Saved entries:
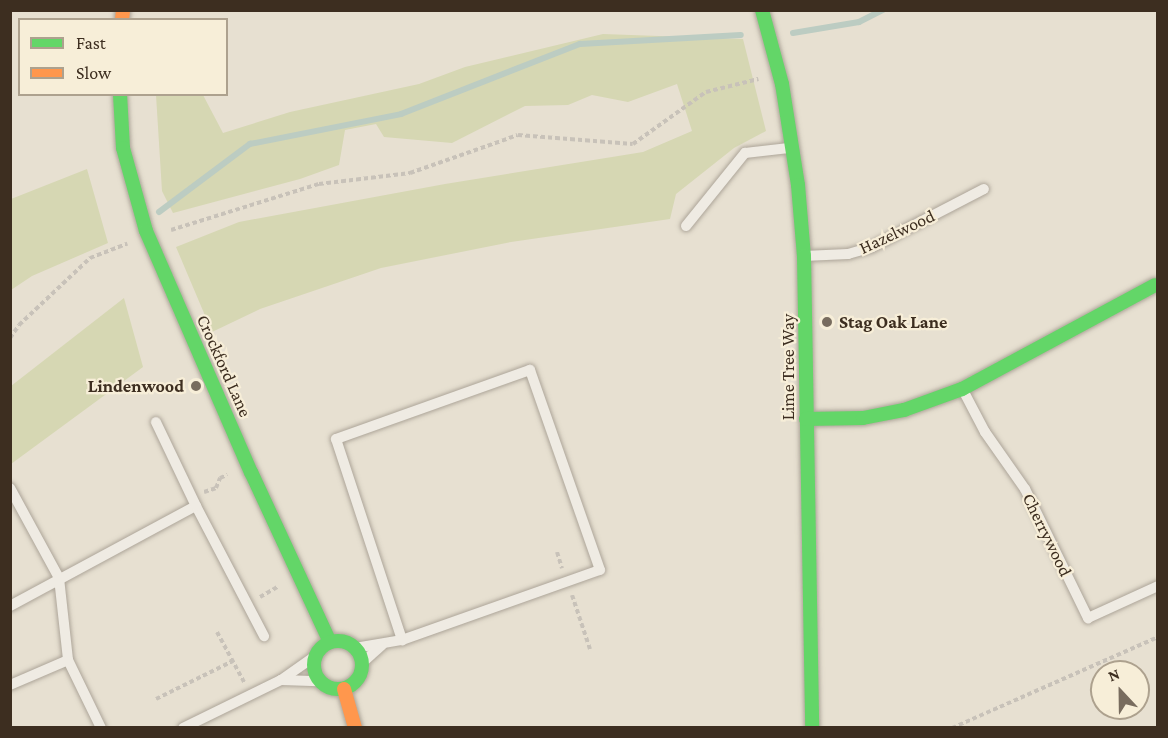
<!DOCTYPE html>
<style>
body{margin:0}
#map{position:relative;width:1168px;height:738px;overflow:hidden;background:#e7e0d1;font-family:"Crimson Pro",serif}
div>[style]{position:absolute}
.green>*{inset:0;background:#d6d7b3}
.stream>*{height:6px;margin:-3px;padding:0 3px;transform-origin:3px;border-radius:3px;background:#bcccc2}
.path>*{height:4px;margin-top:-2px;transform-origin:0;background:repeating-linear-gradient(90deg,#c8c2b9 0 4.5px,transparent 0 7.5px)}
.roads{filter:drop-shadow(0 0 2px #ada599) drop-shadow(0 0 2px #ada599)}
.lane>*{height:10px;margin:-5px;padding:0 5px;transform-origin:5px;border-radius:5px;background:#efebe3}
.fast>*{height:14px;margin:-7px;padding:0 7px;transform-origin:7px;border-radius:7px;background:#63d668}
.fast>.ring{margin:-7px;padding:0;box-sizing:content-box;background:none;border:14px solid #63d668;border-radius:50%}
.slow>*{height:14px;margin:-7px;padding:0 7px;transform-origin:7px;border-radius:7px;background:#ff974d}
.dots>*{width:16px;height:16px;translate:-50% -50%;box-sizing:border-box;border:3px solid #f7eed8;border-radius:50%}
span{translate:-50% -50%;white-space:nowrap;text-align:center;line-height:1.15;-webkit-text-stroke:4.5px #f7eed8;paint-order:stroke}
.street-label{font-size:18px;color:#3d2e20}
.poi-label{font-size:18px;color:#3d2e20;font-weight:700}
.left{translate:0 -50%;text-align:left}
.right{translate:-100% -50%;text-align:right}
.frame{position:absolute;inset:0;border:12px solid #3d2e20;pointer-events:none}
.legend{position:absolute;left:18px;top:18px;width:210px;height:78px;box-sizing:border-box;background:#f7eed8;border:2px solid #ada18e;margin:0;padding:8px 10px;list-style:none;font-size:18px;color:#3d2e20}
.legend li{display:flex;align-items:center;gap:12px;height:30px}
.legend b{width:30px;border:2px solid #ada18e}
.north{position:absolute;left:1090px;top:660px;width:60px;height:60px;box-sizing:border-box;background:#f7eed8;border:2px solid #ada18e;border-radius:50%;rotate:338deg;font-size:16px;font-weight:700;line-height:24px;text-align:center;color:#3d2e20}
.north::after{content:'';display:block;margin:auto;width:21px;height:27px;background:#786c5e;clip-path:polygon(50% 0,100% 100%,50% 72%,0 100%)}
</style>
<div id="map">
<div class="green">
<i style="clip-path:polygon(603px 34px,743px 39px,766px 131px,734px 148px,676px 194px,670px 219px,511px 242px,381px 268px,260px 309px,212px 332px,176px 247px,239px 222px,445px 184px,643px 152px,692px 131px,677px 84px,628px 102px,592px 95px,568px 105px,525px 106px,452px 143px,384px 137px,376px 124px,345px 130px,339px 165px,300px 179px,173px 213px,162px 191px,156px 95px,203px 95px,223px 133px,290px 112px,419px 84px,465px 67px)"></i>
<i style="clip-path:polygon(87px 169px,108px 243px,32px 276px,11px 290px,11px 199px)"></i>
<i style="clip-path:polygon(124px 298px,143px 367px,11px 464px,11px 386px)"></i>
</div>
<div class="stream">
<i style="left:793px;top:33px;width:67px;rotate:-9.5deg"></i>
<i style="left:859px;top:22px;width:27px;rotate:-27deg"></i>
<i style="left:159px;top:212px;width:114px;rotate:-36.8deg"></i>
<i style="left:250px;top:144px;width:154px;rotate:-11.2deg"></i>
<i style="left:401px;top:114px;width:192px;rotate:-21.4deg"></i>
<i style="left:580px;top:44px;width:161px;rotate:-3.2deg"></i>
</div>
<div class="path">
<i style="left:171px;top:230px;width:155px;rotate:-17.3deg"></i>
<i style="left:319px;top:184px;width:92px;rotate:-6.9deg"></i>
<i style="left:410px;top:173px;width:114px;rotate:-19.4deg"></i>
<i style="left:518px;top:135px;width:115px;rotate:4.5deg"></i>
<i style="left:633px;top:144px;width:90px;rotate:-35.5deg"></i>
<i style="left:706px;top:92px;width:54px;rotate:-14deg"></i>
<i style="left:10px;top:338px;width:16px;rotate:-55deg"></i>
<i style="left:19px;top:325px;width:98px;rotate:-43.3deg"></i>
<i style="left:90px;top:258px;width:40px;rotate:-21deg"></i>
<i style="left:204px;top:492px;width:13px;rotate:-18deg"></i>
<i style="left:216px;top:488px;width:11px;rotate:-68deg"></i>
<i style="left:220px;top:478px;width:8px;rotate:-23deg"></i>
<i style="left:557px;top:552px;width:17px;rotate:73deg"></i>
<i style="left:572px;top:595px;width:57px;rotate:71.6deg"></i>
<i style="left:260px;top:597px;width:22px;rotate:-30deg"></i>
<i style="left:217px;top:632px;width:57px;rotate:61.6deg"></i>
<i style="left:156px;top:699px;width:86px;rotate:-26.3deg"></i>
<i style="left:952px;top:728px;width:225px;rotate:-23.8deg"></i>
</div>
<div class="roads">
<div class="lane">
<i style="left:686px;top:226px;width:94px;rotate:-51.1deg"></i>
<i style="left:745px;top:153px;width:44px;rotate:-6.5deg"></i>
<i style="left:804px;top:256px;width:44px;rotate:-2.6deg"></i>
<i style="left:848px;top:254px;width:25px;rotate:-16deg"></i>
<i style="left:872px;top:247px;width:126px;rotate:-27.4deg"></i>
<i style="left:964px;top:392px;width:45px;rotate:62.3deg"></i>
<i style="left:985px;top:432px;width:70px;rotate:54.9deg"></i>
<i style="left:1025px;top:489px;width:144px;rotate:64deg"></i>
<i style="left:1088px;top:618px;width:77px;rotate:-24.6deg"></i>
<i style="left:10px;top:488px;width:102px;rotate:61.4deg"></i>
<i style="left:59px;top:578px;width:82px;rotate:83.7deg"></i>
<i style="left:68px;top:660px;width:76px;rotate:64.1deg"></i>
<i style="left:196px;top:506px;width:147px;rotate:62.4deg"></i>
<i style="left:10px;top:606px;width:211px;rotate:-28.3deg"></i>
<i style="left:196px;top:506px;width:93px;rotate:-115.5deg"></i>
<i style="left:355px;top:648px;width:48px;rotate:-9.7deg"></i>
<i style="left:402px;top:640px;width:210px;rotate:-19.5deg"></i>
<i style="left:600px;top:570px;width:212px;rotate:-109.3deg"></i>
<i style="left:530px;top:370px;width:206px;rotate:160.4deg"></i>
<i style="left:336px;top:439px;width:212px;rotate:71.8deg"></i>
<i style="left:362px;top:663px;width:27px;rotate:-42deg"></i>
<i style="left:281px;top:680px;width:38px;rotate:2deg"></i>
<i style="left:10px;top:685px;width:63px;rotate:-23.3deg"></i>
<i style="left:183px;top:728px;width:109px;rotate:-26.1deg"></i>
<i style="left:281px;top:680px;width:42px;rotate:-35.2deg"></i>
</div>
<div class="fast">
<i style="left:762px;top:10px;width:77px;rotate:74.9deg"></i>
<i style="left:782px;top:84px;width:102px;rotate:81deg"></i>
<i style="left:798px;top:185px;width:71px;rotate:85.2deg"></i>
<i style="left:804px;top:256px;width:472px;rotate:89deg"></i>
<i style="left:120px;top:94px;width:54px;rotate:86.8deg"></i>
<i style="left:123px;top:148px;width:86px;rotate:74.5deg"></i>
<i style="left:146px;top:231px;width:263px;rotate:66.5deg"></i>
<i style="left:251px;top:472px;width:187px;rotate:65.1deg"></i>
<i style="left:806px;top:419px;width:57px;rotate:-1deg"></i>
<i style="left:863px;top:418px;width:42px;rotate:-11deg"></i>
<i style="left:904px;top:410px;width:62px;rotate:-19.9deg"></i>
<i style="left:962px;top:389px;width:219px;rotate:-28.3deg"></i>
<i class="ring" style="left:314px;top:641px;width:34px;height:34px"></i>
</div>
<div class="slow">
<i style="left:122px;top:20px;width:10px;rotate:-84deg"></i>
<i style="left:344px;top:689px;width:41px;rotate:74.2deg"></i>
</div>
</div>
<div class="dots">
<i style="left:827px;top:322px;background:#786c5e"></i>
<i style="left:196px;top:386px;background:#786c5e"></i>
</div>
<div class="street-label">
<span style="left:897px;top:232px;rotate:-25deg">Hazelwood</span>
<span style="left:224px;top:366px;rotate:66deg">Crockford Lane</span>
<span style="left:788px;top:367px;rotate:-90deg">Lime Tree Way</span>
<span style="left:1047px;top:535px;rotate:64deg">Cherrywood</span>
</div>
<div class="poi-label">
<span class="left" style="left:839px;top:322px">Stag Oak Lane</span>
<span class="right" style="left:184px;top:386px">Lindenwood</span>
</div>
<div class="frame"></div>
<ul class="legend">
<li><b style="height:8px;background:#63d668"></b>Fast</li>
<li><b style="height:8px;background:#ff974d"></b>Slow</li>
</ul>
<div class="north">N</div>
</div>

Exercise description: From the entries above, copy every line where the word "right" shows up.

Problem solution:
.right{translate:-100% -50%;text-align:right}
<span class="right" style="left:184px;top:386px">Lindenwood</span>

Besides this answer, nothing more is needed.